In the quotation three paragraphs back, although he’s ostensibly writing about a Romanian Jew who in 1899 spouted what turned out to be tall tales concerning his achievements overseas in America, Riesman is, of course, really referencing Stan Lee, nee Stanley Martin Lieber.
In its remaining 300-plus pages, Riesman attempts to bolster that debatable and not-so-subtle theme at every turn. He’d have been better advised — well, maybe not in terms of book sales but in the interests of historical integrity — to have confined such ill-considered judgments to his wastebasket and let the facts he’s gathered simply speak for themselves. He doesn’t do that nearly often enough.
That Stan Lee was the co-creator, and not the sole creator, of the key Marvel heroes from the Fantastic Four and Spider-Man through Daredevil and the Silver Surfer can hardly be in dispute at this late stage. I myself, back in the ’80s when I wasn’t working for him, had a friendly argument with him on that score over lunch. I soon realized that, as much as he respected the talents and contributions of artists (Riesman would say “artist/writers” and he’s right, at least in one sense) such as Jack Kirby and Steve Ditko to the characters introduced in the 1960s, he could never really bring himself, in his own mind, to think of them as “co-creators.” The two of us had to agree to disagree, and I never saw any use in bringing it up again.

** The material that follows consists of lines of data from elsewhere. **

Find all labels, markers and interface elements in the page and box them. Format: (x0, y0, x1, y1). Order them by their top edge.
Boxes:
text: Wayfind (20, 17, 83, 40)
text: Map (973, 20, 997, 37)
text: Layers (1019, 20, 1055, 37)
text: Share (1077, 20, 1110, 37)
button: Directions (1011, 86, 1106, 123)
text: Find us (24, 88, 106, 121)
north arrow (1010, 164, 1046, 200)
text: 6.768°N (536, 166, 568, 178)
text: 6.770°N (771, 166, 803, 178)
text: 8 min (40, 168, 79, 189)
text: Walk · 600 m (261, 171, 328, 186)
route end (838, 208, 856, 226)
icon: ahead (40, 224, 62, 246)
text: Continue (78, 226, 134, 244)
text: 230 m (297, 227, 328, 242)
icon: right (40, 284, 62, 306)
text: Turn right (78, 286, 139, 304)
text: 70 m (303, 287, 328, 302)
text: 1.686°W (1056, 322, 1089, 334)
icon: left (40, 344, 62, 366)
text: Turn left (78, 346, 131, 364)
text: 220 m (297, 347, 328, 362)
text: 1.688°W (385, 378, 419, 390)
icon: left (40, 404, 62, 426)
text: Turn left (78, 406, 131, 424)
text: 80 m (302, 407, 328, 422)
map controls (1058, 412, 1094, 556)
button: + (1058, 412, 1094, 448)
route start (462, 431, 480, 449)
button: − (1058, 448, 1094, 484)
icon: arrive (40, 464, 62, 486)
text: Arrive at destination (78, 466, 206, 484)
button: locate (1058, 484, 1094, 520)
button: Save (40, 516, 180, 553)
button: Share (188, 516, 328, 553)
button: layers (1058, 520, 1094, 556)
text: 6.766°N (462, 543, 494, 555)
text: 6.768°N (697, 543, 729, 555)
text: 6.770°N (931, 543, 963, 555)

If I can judge from Riesman’s writings, and from other sources over the years, I’m sure I’d have encountered the same kind of blinders-on stubbornness in Jack Kirby, who (as oft quoted in this book) saw Stan as little more than the guy who scribbled a few words of dialogue and rode to unearned glory on his back.
Both men were, I think, wrong… and that’s why Riesman is so ill-advised to use nearly every opportunity he gets to weight things in Jack’s favor and against Stan. (By the way, if someone objects to my referring to Jack Kirby as well by his first name, it’s because the two of us were on a first-name basis from 1965 till the last time we met, sometime in the 1980s. I considered him then, and I consider him now, to be by far the greatest superhero artist in the history of the medium, and, along with Stan, one of its preeminent pop-culture geniuses.)
You think I’m exaggerating when I suggest that Riesman finds gratuitous excuses to favor Jack’s vision of things over Stan’s? I’m not.
For one thing, just a dozen pages into the book, Reisman informs us that Stan “lied about little things, he lied about big things, he lied about strange things”… adding that Stan quite likely lied about “one massive, very consequential thing” that, if so, “completely changes his legacy.” (By saying “quite likely,” Riesman puts the burden of proof on himself to demonstrate that Stan was lying about coming up with the basic idea for some, if not necessarily for each, of the early Marvel heroes — and that he never really does. He simply weighs Stan’s statements against Jack’s, without offering any real evidence that Jack’s memories are any more reliable than Stan’s. In fact, he will later cite a number of instances in which they are not, but here he tosses in that “quite likely” just the same.)
Then, on the very next page, he puts flesh on his earlier “bullshitter” depiction by writing: “It’s very possible, maybe even probable, that the characters and plots Stan was famous for all sprang from the brain and pen of [artist/writer Jack] Kirby….”
“Possible,” yes. Lots of things are possible. But —”even probable”? Why? Riesman never really makes a credible case for that. He merely piles up verbiage and quotations: “He said… he said.”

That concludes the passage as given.